Véu quaresmal que cobre todo o
presbitério (Freiburg - Münster, Alemanha)
|
Tal convite – que num largo processo desembocou no
atual “Ite, missa est”, “Ide, a missa terminou” ou “Ide, é a missa [missão,
envio]” – marcava a saída dos catecúmenos e penitentes do recinto sagrado. Os
penitentes eram reconciliados na manhã da Quinta-feira Santa, para participarem
do Tríduo Pascal.
Segundo D. Prósper Guéranger e o Pe. João Batista
Reus (p. 149-150), quando a penitência pública caiu em desuso e passou a ser
praticada a penitência privada dada pelo confessor, o sentido da saída dos
penitentes foi preservado com o uso litúrgico do “velum quadragesimale”, o “véu
da quaresma”. Esse véu inicialmente recobria todo o presbitério, ocultando
completamente o altar aos olhos de todos, como que advertindo-os de que é
necessário fazer penitência antes de tomar parte nos Sagrados Mistérios.

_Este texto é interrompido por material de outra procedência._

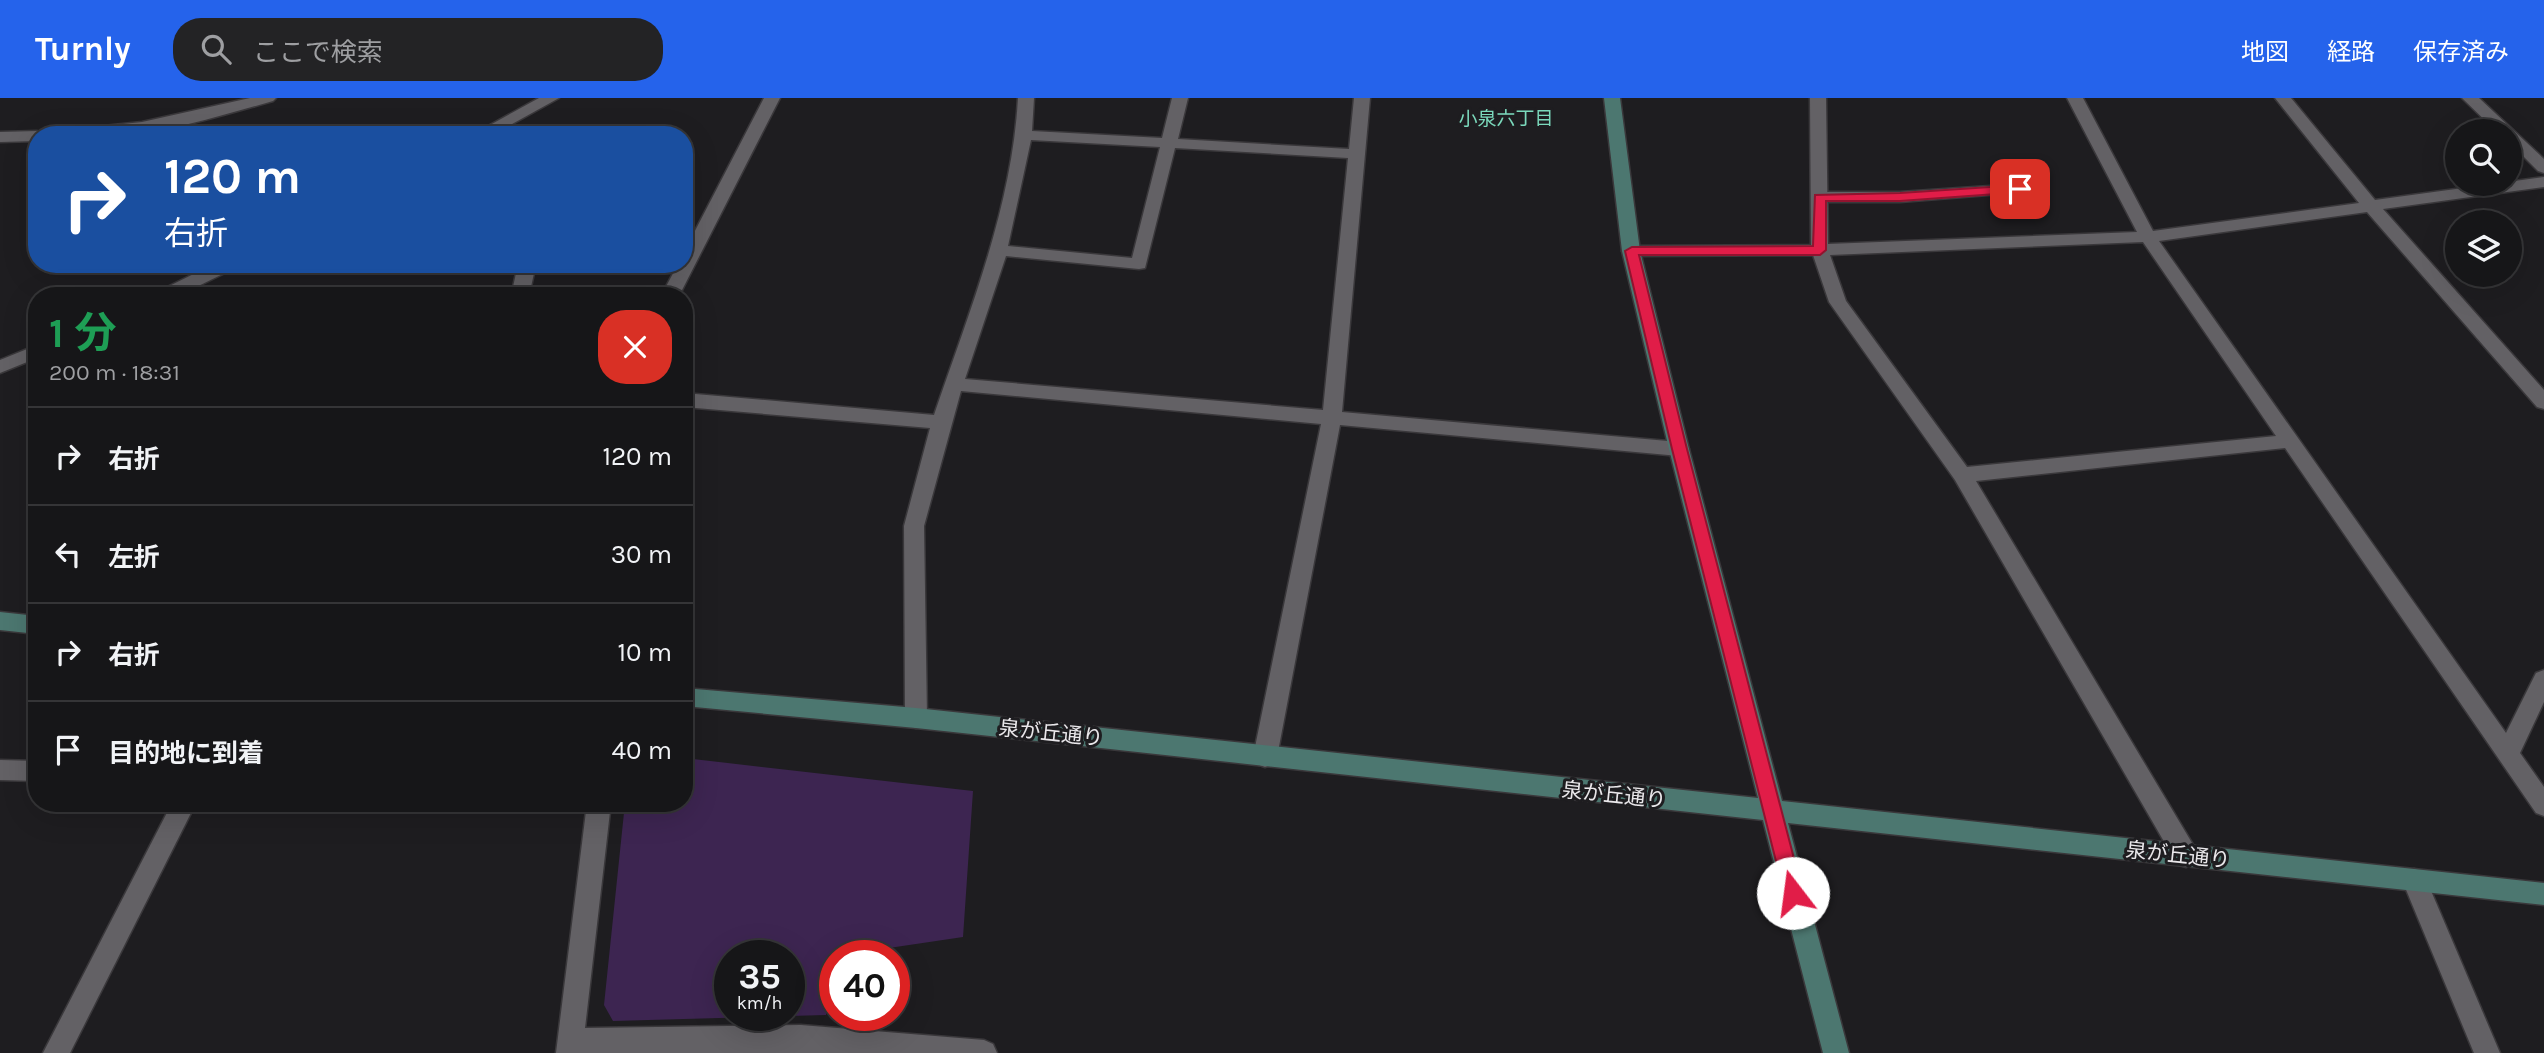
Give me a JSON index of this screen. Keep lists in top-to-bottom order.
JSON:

O Pe. Edward McNamara conduz tal costume a uma
tradição germânica:
Em seguida, tal prática foi simplificada.
Desapareceu o véu quaresmal, ficando apenas o véu da cruz e das imagens.
... a origem histórica desta prática [...]

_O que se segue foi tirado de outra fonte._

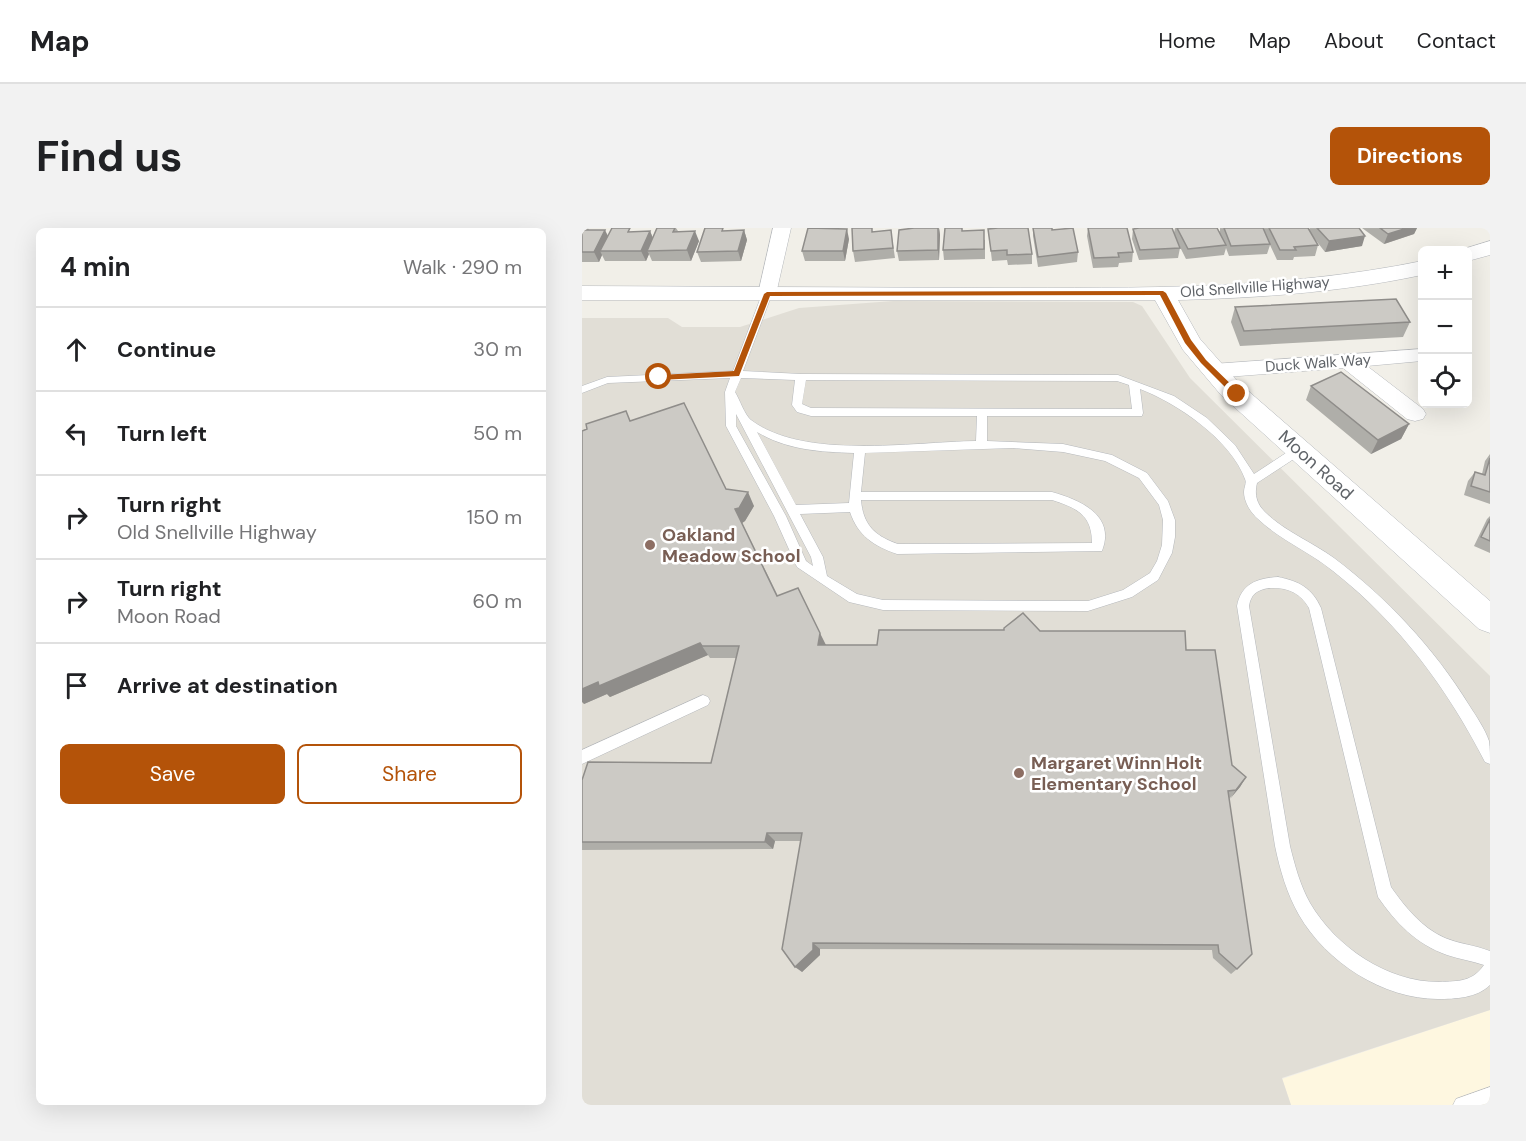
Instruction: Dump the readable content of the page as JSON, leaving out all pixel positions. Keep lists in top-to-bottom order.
{
  "streets": {
    "street": ["Old Snellville Highway", "Duck Walk Way", "Moon Road"]
  },
  "crossings": [
    ["Old Snellville Highway", "Moon Road"],
    ["Duck Walk Way", "Moon Road"]
  ],
  "places": ["Oakland Meadow School", "Margaret Winn Holt Elementary School"],
  "page": {
    "header": "Map",
    "nav": [
      "Home",
      "Map",
      "About",
      "Contact"
    ],
    "buttons": [
      "Directions",
      ["Save", "Share"]
    ],
    "title": "Find us",
    "heading": ["4 min", "Walk · 290 m"],
    "map_buttons": ["+", "−"],
    "list": [
      ["Continue", "30 m"],
      ["Turn left", "50 m"],
      ["Turn right", "Old Snellville Highway", "150 m"],
      ["Turn right", "Moon Road", "60 m"],
      "Arrive at destination"
    ]
  }
}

provavelmente deriva do costume, existente na Alemanha desde o IX século, de
estender um grande tecido na frente do altar desde o início da Quaresma. Este
tecido, chamado “Hungertuch” (pano de fome), cobria inteiramente o altar para
os fiéis durante a quaresma e não era removido até a leitura da Paixão na
Quarta-feira Santa, às palavras “o véu do templo partiu-se em dois”. (tradução
livre nossa – original em inglês)
Uma interpretação alegórica:
“... mas Jesus
escondeu-se” (Jo 8,59).
Após a explicação da origem histórica dos véus
quaresmais, vejamos agora o significado alegórico e espiritual que foi
atribuído a este rito e que ajuda a tomá-lo como auxílio visual na preparação à
Páscoa do Senhor.
Na liturgia anterior ao Concílio Vaticano II,
chamada agora de “Forma Extraordinária do Rito Romano”, a V Semana da Quaresma
era chamada de Tempo da Paixão, estendendo-se até o início do Tríduo Sacro. Era
um período profundamente austero.
Se no IV Domingo (Laetare²) a Igreja despojou-se
das vestes penitenciais para vestir as da alegria pela proximidade da Páscoa,
agora no Tempo da Paixão ela deve intensificar a penitência e estimular os
piedosos pensamentos sobre a morte de Cristo.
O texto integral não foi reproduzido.